The legendary Russian heavyweight Fedor “The Last Emperor” Emelianenko--on the downturn of his career but still a hero in his home country, and to Putin--had walked out to the booming nationalist folk-song Volga Boatmen, while images of him as a Russian soldier were shown on the big screens hanging all over the Olympic Arena in Moscow. Fedor then pummeled the life out of 40-year-old American ex-pat Jeff Monson like the cold Russian winter for 15 minutes straight. Putin was in attendance that night, and as an avid MMA fan and judoka, and great lover of all thing Russo-masculine, he couldn’t help but get caught up in the moment. After Putin whimsically jumped in the ring to congratulate the champion (and generally act like a tough guy) the young Muscovite crowd of 20,000 reacted with jeers. The Moscow Times called it “likely the worst public reception of his political career.” Uncharacteristically surprised, Putin quickly regained his composure and called the MMA fighter a real "bogatyr," a word for a Russian medieval warrior.

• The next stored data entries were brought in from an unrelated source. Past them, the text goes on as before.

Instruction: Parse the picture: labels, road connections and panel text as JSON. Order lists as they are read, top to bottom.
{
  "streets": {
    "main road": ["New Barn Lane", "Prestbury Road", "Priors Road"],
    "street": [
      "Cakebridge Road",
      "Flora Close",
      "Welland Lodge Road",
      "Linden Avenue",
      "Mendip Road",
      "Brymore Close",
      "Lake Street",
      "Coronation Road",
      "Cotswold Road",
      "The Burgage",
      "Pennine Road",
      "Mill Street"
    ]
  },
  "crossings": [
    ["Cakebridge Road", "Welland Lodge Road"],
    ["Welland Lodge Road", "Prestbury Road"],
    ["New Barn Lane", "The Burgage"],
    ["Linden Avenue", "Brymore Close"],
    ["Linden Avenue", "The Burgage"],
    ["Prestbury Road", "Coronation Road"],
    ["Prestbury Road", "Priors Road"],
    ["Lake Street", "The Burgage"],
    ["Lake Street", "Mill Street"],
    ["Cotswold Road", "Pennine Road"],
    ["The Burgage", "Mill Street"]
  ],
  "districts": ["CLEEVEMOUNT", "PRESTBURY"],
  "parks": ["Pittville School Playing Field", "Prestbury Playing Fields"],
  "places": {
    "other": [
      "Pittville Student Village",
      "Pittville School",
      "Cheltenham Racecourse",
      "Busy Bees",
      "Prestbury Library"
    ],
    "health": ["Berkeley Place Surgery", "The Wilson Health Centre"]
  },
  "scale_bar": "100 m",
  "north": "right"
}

While booing important political figures may be a pastime here in the States, historically it’s not tolerated in Russia. And the Fedor/Monson fight had been broadcast live, so it was already too late by the time Putin had all subsequent replays of the event edited, censoring his mistreatment. Some reports said the booing was a result of people not being allowed to use of the bathrooms while Putin spoke, but most pointed to a growing general resentment of the authoritarian leader--and the fact that there were enough young, freethinking fight fans in the audience that night to break tradition.
Either way, the next day, Putin’s propaganda machine manufactured reports that the booing was directed at Monson, the fallen American, as he left the arena in alleged humiliation. The opposite was true, of course, (Monson is something of a folk hero in Russia, not to mention a dedicated anarchist), and Putin’s choice of reasoning just made matters worse. Infuriated fans took to the Internet and posted hundreds of comments on both fighters’ Facebook pages, promising that they had only cheered in respect for Monson, and that how dare Putin try to twist their love of the sport for political gain.
I can’t help but remember all of this as Putin jumps into the ring yet again--this time for real, to challenge heavyweight boxing champion Vitali Klitschko, the leader of the opposition party that just won a long and brutal fight for control of Ukraine. It feels reminiscent of that now-notorious evening at the Olympic Arena when an eager, over-masculine president couldn’t help but flex his muscles in a less serious, but equally telling, way. This week, as Putin unilaterally threatens Ukrainian sovereignty by invading the Crimean region, the world echoes the booing of the audacious Russian mixed martial arts crowd, while the people of Ukraine dare to challenge him.